# [WHAT TO WORK ON]
Your task is to copy the lines of the data below from the line holding "display:block; font-size:15px; white-space:nowrap" through the line holding "flex:none; width:22px; height:22px;", inclusive, exactly and with nothing added.
+-------+
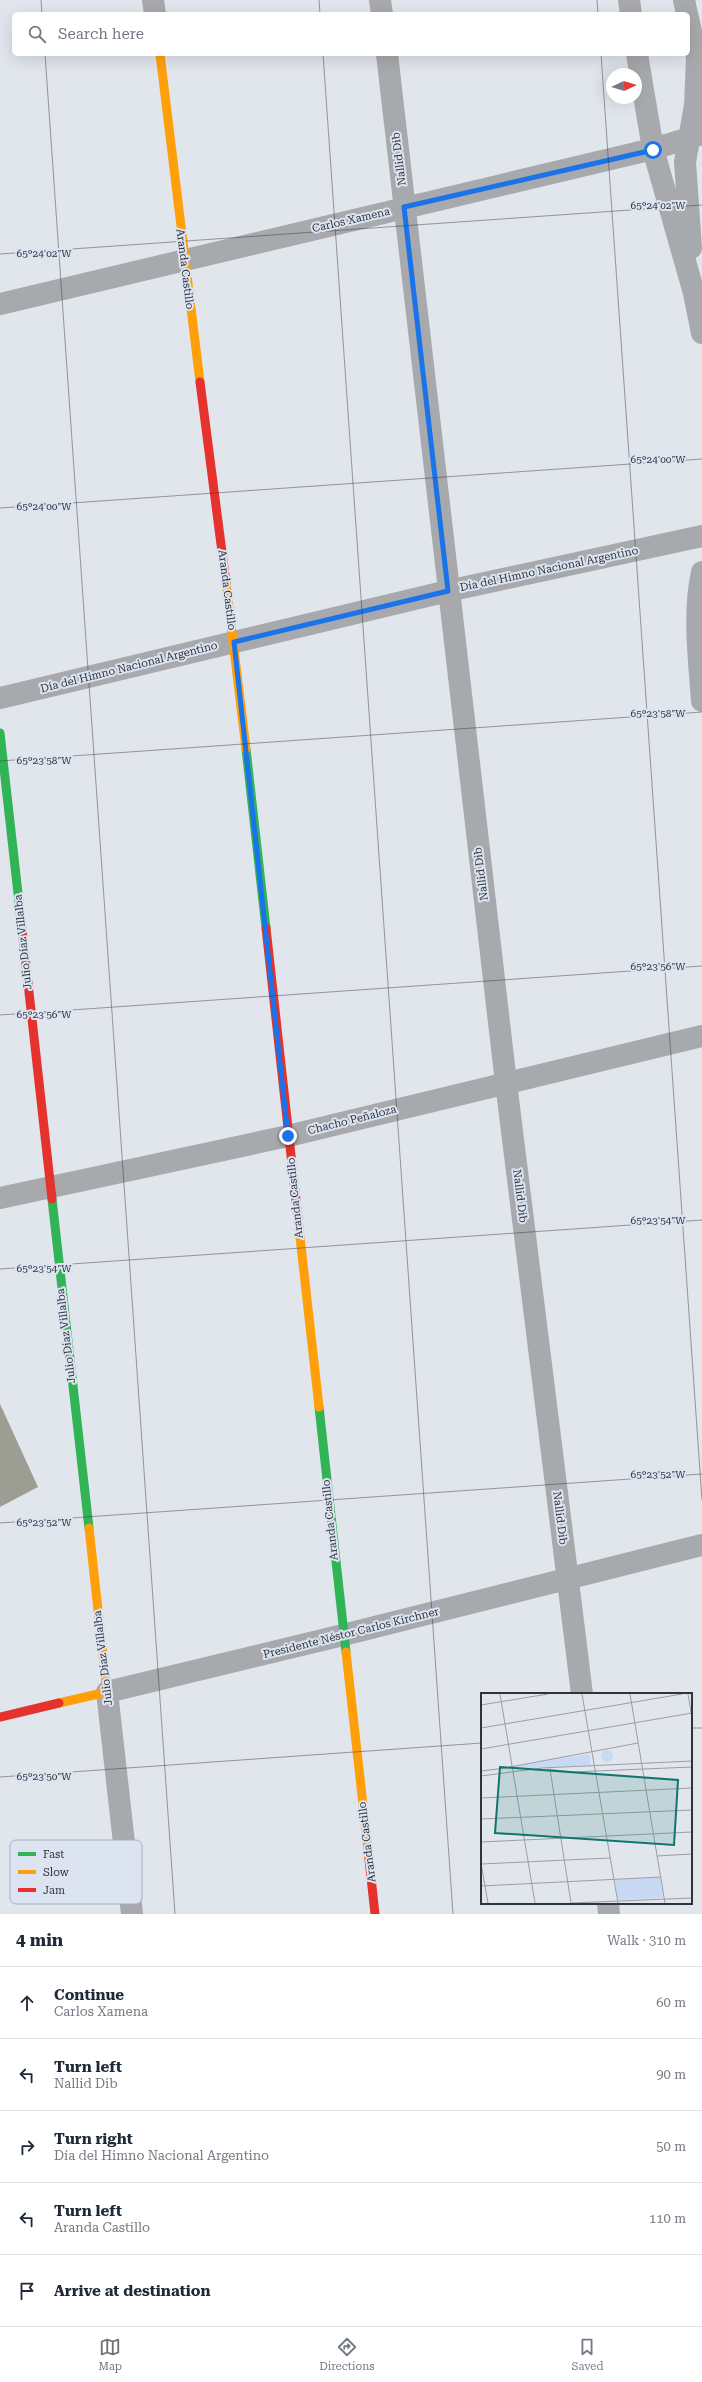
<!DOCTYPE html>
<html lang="en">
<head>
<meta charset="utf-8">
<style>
  :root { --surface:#fff; --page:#f6f6f7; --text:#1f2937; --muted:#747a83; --line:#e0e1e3; --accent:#6e7278 }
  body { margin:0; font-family:"Roboto Serif",serif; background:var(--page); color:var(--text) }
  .compass { position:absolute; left:606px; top:68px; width:36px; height:36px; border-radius:50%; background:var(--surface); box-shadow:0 4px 16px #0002; rotate:86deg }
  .stop { position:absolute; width:12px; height:12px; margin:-9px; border:3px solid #1a73e8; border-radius:50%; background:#fff }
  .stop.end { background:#1a73e8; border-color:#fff; box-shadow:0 1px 4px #0008 }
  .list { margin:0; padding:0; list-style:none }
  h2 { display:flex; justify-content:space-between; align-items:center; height:52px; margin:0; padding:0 16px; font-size:17px }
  h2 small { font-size:13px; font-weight:400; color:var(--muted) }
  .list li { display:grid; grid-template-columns:26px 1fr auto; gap:12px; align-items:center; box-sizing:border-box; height:72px; padding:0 16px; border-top:1px solid var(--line) }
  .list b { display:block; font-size:15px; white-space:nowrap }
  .list p { margin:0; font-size:13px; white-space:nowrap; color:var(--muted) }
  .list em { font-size:13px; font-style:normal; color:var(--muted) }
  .icon { flex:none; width:22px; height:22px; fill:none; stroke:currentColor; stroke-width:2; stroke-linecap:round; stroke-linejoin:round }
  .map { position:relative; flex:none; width:702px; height:1914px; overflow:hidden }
  .search { position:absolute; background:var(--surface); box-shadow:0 4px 16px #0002; left:12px; right:12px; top:12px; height:44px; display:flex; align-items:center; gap:10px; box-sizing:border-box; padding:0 14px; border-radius:6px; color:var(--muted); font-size:15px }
  .sheet { height:412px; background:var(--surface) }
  nav { display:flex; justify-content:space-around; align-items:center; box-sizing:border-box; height:56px; border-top:1px solid var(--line); background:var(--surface); font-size:11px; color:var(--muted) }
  nav a { display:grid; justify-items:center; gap:2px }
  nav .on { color:var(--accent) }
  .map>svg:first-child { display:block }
</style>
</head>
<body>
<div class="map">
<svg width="702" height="1914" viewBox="0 0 702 1914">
  <rect width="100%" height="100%" fill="#e1e5ec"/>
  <path fill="#9c9e94" d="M0,1404l38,83 -38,20z"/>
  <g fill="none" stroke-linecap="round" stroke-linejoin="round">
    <path stroke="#a7a9ac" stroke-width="22" d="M153,0l2,14
      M380,0l2,14
      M629,0l2,14
      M684,0l3,14
      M688,18l9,40 -2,47 -10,57 6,86
      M387,54l119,1029 76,611
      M637,54l16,95 41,144 8,40
      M0,304l653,-155 49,-15
      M702,572c-9,41 -3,87 0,129
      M0,698l448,-107 254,-55
      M0,1198l288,-62 414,-100
      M608,1903l1,11
      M132,1914l-25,-222 236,-57 359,-90"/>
    <path stroke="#30b455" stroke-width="9" d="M0,733l20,178
      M246,749l20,179
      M52,1199l37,329
      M319,1407l27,245"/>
    <path stroke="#ff9f0a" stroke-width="9" d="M160,54l40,328
      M226,583l20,166
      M299,1228l20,179
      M346,1652l23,207
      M59,1703l48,-11 -18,-164"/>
    <path stroke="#e5322d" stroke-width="9" d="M200,382l26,201
      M20,911l32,288
      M266,928l33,300
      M0,1717l59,-14
      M369,1859l6,55"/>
  </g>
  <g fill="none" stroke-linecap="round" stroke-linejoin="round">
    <path stroke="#1a73e8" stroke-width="5" d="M288,1136l-54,-494 214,-51 -44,-384 249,-57"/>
  </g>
  <path fill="none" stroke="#303439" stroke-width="1" stroke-opacity="0.45" d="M41,0l1,14M319,0l1,14M597,0l1,14M45,54l130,1860M323,54l130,1860M601,54l101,1446M0,254l702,-49M0,508l702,-49M0,761l702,-49M0,1015l702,-49M0,1269l702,-49M0,1523l702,-49M691,1728h11M0,1777l482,-34"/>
  <g text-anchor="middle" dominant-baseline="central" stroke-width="4" stroke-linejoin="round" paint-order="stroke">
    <g font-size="11" fill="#303439" stroke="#dce4f1">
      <text transform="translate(399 159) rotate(-97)">Nallid Dib</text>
      <text transform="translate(351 220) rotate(-13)">Carlos Xamena</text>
      <text transform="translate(185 269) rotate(83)">Aranda Castillo</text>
      <text transform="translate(549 569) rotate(-12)">Día del Himno Nacional Argentino</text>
      <text transform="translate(227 590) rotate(83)">Aranda Castillo</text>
      <text transform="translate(129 667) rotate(-14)">Día del Himno Nacional Argentino</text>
      <text transform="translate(481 874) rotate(-97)">Nallid Dib</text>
      <text transform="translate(23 942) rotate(-96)">Julio Díaz Villalba</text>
      <text transform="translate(352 1120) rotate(-14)">Chacho Peñaloza</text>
      <text transform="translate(520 1196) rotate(83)">Nallid Dib</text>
      <text transform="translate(295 1198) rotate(-96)">Aranda Castillo</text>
      <text transform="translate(66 1336) rotate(-97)">Julio Díaz Villalba</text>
      <text transform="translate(560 1518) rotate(83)">Nallid Dib</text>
      <text transform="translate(330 1520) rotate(-96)">Aranda Castillo</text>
      <text transform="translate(351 1633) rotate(-14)">Presidente Néstor Carlos Kirchner</text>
      <text transform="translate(103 1658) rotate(-97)">Julio Díaz Villalba</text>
      <text transform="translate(367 1842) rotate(-97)">Aranda Castillo</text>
    </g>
  </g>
  <g transform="translate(481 1693)">
    <rect width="211" height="211" fill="#e1e5ec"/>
    <path d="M120 63a6 6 0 1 1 12 0a6 6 0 1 1-12 0ZM108,61l2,11 -74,4 -2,-3zM179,184l3,21 -45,2 -3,-20z" fill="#c8d9f4"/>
    <path fill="none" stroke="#9a9ea4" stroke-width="1" d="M19,1l35,209M101,1l36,209M149,1l35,209M207,1l4,24M0,12l67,-11M0,35l201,-34M0,56l211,-36M24,75l133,-25M66,76l25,3 120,-5M69,76l21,134M0,78l25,-3M0,83l61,-8 150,-7M0,105l211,-10M0,126l211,-9M0,149l211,-10M176,163l35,-2M0,170l7,40M0,171l129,-6M0,193l180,-9M91,210l120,-5"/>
    <path fill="#0f766e" fill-opacity="0.15" stroke="#0f766e" stroke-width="2" d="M19,74l178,13 -4,65 -179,-12z"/>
    <rect width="211" height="211" fill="none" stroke="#303439" stroke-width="2"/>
  </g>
  <rect x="10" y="1840" width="132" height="64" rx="6" fill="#dce4f1" stroke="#a8afba" stroke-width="1"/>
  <rect x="18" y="1852" width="18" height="4" fill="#30b455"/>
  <rect x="18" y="1870" width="18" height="4" fill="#ff9f0a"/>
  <rect x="18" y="1888" width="18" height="4" fill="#e5322d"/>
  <g font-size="11" fill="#303439">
    <text x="43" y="1858">Fast</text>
    <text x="43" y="1876">Slow</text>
    <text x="43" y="1894">Jam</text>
  </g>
  <g font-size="10" text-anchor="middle" fill="#303439" stroke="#dce4f1" stroke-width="4" stroke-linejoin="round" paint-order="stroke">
    <text x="658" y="209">65°24'02"W</text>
    <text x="44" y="257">65°24'02"W</text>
    <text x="658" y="463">65°24'00"W</text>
    <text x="44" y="510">65°24'00"W</text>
    <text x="658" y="717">65°23'58"W</text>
    <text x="44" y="764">65°23'58"W</text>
    <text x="658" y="970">65°23'56"W</text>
    <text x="44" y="1018">65°23'56"W</text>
    <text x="658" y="1224">65°23'54"W</text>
    <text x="44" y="1272">65°23'54"W</text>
    <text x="658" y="1478">65°23'52"W</text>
    <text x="44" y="1526">65°23'52"W</text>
    <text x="44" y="1780">65°23'50"W</text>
  </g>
</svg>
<svg class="compass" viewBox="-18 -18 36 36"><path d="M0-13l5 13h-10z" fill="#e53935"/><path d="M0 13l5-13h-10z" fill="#747a83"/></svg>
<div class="stop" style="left:653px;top:150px"></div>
<div class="stop end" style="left:288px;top:1136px"></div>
<div class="search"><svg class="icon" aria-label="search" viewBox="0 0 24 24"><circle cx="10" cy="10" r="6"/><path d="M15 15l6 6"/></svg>Search here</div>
</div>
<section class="sheet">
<h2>4 min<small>Walk · 310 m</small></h2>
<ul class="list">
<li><svg class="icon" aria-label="ahead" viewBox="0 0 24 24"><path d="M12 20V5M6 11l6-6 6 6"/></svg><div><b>Continue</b><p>Carlos Xamena</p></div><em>60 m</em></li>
<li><svg class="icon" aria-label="left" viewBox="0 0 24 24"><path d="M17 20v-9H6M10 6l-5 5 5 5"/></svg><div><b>Turn left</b><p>Nallid Dib</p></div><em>90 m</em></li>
<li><svg class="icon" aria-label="right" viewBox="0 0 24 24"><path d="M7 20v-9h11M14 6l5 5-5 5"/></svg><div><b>Turn right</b><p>Día del Himno Nacional Argentino</p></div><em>50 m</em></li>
<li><svg class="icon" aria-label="left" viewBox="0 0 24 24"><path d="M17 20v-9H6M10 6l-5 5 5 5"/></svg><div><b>Turn left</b><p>Aranda Castillo</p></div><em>110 m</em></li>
<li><svg class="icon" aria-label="arrive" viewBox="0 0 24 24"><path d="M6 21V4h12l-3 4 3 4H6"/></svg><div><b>Arrive at destination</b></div></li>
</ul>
</section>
<nav>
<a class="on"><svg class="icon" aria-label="map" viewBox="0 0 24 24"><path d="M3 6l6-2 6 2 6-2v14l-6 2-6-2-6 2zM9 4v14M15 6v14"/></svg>Map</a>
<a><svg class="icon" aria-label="directions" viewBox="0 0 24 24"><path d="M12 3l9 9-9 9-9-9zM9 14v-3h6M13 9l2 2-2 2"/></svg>Directions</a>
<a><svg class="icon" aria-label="saved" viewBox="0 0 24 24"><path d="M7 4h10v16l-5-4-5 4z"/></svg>Saved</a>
</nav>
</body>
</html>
+-------+
# [EXERCISE RESULT]
  .list b { display:block; font-size:15px; white-space:nowrap }
  .list p { margin:0; font-size:13px; white-space:nowrap; color:var(--muted) }
  .list em { font-size:13px; font-style:normal; color:var(--muted) }
  .icon { flex:none; width:22px; height:22px; fill:none; stroke:currentColor; stroke-width:2; stroke-linecap:round; stroke-linejoin:round }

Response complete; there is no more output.